# Brancher un DD en USB sur airport extrem



## Jacques L (11 Juin 2013)

Bonjour à tous, j'ai parcouru les 4 pages de "périphériques et accessoires" et je n'ai pas trouvé de réponse, alors voilà:
j'ai branché un DD externe en USB sur ma airport extrem et je voulais m'en servir pour remplacer ma sauvegarde TimeMachine actuelle, seulement voilà, naïvement je pensais que le nouveau DD allait apparaître sur le bureau, et il n'en est rien, alors comment c'est'y qu'on peut vouerre le bestiau ? 

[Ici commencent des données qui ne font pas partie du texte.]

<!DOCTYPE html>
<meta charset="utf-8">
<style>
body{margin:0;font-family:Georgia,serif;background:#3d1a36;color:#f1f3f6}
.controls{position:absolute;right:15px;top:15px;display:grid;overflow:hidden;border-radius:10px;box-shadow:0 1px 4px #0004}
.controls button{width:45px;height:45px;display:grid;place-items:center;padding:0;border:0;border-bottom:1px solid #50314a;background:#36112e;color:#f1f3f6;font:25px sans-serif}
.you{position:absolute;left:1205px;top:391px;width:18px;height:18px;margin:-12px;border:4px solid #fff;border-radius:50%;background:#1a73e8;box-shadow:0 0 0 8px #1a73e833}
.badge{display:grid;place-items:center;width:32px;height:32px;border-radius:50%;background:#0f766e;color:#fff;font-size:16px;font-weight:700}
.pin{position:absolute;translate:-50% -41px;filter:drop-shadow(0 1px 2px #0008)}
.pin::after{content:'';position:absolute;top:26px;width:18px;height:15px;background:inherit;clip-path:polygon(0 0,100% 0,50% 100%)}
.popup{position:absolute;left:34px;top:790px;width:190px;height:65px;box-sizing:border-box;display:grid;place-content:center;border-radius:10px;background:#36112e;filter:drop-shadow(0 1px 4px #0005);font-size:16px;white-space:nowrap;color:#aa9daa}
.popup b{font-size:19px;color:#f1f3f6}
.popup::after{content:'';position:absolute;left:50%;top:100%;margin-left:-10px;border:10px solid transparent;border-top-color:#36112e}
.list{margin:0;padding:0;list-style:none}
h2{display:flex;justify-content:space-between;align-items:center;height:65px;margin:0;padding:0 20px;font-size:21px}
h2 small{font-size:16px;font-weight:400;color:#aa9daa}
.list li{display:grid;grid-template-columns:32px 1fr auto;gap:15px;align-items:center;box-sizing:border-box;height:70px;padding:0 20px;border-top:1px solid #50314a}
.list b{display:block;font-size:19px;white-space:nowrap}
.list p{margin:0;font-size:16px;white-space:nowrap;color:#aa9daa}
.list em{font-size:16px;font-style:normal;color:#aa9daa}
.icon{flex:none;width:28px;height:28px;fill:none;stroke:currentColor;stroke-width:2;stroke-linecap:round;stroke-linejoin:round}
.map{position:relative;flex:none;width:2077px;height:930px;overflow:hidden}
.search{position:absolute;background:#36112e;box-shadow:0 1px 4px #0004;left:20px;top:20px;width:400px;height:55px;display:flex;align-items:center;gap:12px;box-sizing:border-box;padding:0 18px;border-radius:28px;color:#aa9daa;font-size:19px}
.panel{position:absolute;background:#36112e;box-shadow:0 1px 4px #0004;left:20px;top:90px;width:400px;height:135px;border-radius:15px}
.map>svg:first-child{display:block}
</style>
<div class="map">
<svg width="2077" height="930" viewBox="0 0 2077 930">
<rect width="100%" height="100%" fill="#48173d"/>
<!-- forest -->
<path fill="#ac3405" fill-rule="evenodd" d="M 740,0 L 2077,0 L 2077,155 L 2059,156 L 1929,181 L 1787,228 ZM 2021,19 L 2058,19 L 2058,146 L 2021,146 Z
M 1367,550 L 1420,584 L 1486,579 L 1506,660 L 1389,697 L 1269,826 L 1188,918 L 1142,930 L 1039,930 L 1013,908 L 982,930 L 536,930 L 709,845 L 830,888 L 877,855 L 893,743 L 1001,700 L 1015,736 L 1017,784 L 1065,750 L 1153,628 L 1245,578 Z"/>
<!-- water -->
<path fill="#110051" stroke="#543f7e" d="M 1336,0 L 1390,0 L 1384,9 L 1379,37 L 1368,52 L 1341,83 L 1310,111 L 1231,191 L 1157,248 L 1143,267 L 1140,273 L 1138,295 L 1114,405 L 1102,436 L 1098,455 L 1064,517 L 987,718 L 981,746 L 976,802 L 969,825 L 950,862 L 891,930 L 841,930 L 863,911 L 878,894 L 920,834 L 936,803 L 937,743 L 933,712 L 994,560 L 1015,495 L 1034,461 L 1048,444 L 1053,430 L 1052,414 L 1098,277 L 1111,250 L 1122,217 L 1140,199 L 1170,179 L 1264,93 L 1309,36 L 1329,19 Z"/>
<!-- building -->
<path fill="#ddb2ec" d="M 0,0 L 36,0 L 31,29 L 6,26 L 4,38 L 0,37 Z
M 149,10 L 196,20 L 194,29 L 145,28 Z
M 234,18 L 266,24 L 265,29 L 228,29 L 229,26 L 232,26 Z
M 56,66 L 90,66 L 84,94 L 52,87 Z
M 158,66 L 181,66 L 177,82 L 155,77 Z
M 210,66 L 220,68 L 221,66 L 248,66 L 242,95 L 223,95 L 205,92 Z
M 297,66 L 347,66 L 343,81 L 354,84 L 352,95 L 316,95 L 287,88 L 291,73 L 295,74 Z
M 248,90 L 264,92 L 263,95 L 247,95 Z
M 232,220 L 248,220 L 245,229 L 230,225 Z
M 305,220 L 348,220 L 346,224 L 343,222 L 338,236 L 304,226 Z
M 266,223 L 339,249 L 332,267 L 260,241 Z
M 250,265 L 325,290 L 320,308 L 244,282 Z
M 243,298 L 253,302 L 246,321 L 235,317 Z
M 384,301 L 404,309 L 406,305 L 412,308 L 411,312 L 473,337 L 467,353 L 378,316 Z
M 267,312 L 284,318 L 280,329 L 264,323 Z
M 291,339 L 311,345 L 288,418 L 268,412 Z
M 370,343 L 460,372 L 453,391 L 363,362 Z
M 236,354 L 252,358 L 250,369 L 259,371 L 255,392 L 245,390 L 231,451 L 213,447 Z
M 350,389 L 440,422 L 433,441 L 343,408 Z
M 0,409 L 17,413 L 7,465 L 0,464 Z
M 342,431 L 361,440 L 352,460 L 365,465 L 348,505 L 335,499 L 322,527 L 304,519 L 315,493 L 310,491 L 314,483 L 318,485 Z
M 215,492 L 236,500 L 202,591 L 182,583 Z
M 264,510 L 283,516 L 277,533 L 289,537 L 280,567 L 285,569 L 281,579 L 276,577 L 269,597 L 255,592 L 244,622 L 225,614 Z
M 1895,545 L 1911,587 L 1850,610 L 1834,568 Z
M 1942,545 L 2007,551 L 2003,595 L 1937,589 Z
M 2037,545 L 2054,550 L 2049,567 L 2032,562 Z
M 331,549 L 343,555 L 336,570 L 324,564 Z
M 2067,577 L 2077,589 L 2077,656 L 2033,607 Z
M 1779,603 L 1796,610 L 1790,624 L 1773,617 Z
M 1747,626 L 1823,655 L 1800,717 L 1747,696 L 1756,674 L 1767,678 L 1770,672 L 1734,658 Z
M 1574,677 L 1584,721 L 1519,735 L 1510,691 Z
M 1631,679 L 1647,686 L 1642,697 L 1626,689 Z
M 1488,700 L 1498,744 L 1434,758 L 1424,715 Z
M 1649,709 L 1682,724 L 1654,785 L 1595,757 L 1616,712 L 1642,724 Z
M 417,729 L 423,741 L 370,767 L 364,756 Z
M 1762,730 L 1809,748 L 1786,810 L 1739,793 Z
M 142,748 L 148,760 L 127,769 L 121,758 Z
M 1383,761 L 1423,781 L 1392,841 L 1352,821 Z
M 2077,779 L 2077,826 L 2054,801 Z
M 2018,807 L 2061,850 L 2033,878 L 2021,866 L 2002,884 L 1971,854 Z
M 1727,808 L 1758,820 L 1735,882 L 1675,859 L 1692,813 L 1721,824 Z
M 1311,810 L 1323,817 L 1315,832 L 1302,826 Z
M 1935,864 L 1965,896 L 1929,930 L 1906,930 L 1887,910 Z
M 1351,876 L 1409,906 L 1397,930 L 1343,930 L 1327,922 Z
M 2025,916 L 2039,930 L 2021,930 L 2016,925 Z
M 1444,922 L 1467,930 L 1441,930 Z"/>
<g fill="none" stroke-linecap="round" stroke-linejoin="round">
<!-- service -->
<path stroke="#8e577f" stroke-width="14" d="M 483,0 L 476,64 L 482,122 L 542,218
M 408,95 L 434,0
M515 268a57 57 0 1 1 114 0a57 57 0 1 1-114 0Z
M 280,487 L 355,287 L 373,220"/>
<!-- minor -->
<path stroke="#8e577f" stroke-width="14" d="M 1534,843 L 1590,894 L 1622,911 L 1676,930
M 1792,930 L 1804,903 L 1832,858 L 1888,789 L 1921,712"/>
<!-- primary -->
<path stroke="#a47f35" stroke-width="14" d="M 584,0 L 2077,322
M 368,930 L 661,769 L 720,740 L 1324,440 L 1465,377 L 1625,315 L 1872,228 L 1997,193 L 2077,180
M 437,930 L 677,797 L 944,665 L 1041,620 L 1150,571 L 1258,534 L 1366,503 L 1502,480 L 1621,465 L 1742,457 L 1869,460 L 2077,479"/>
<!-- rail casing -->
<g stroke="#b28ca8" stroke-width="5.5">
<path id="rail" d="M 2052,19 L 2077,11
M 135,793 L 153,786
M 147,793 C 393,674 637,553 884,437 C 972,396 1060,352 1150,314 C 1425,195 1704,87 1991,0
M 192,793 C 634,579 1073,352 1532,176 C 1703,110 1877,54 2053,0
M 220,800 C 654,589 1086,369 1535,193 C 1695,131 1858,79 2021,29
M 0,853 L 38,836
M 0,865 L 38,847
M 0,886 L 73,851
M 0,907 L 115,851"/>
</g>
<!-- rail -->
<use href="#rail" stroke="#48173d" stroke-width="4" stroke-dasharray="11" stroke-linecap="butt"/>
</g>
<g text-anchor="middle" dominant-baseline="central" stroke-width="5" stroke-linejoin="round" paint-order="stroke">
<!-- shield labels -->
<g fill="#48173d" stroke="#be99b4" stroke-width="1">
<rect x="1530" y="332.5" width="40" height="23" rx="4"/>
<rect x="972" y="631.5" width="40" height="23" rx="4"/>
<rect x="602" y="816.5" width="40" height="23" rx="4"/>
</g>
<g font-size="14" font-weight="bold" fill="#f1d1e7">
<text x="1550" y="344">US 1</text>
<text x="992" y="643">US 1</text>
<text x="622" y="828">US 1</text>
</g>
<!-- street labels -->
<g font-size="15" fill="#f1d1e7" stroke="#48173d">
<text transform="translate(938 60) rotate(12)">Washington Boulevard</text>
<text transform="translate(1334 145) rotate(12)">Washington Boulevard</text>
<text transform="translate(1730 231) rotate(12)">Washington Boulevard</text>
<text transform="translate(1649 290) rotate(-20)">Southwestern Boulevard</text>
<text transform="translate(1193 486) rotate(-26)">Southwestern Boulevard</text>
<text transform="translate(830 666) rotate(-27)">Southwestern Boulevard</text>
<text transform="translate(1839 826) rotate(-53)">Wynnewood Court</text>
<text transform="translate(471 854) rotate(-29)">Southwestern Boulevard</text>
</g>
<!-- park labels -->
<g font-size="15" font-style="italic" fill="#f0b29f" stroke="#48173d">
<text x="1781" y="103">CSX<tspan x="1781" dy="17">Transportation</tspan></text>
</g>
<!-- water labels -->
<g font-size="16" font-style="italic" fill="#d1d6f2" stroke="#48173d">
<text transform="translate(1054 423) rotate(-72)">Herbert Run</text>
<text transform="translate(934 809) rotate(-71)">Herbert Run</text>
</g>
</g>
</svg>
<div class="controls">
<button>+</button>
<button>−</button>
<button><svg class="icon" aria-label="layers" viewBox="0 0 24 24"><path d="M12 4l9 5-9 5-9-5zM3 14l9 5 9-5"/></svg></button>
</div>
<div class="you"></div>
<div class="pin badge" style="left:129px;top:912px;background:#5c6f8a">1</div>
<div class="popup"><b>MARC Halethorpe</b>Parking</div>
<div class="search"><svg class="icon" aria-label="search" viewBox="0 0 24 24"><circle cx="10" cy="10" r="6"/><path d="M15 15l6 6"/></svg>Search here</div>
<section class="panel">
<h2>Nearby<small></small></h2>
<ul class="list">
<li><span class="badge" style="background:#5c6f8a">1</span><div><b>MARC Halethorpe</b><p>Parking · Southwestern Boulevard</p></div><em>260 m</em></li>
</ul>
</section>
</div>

A la réflexion c'est peut-être dans réseaux que j'aurais dû mettre ce fil


----------



## Pascal 77 (11 Juin 2013)

Jacques L a dit:


> Bonjour à tous, j'ai parcouru les 4 pages de "périphériques et accessoires" et je n'ai pas trouvé de réponse, alors voilà:
> j'ai branché un DD externe en USB sur ma airport extrem et je voulais m'en servir pour remplacer ma sauvegarde TimeMachine actuelle, seulement voilà, naïvement je pensais que le nouveau DD allait apparaître sur le bureau, et il n'en est rien, alors comment c'est'y qu'on peut vouerre le bestiau ?
> 
> A la réflexion c'est peut-être dans réseaux que j'aurais dû mettre ce fil



C'est surtout la doc de ta borne, que tu aurais du parcourir, elle t'aurait répondu, si ma mémoire est bonne, que sa prise USB est exclusivement faite pour y brancher une imprimante, et qu'on ne peux pas y brancher de disque !


----------



## Jean-marie B (11 Juin 2013)

Bonjour Pascal 77,
Si, il est possible de brancher un dd en usb sur l'airport extreme


----------



## Pascal 77 (11 Juin 2013)

Mince, j'étais pas bien réveillé, j'ai lu "Airport Express" :rateau: :rose:


----------



## Jacques L (11 Juin 2013)

J'avais bien lu la doc de la borne, et j'avais fait point par point ce qui était inscrit, mais ça marchait pôôôô 

Mais c'était un DD windows et même si nulle part il n'était précisé qu'il fallait un DD partitionné Mac, je me suis dis que c'était aller dans le bon sens. Et effectivement ça marche  il ne me reste plus qu'à lancer TimeMachine pour avoir un équivalent de Time capsule


----------



## Jacques L (11 Juin 2013)

C'est quand même pas encore gagné :mouais: ça fait la 3e fois que je lance TM et 2 fois il m'a dit qu'il n'avait pas pu terminer parce que... euh j'ai pas noté 

Mais j'ai une piste, mon économiseur d'énergie était sur 3 heures, alors comme c'est une première sauvegarde complète (75 Go seulement car je ne sauvegarde pas tout sur TM) que ça passe par le wifi j'ai probablement dépassé le temps disponible avant la mise en veille, j'en ai sauvegardé actuellement 1/10 et il m'annonce encore 4 heures.


----------



## Jacques L (12 Juin 2013)

FrançoisMacG a dit:


> Bah, oui = http://pondini.org/TM/Airport.html


en suivant le lien de FrançoisMacG et en passant par la traduction google je suis tombé sur ça :





> Accélérer la première sauvegarde complète:
> Une fois que tout cela est mis en place, et la première sauvegarde a commencé, il ya un moyen d'accélérer les choses:
> 
> 
> ...


J'étais arrivé à la même chose de manière empirique après m'être rendu compte que c'était une gageure de  faire une sauvegarde TimeMachine car au bout de 10-12 Go la sauvegarde  n'avance plus, je peux arrêter la sauvegarde, mais impossible d'arrêter  le DD externe. Suivant les  différents essais que j'ai faits ça plante le finder et impossible de le  relancer, il faut débrancher airport extrem pour que ça se débloque, :hein: inutile de me faire remarquer que débrancher à chaud n'est pas recommandé, je sais bien, mais je n'ai pas trouvé d'autre solution 

En suivant le lien plus haut, on nous explique que TM branché sur un DD relié à airport extrem ne marche pas chez de nombreux utilisateurs et quand ça marche n'est pas forcément fiable dans le temps.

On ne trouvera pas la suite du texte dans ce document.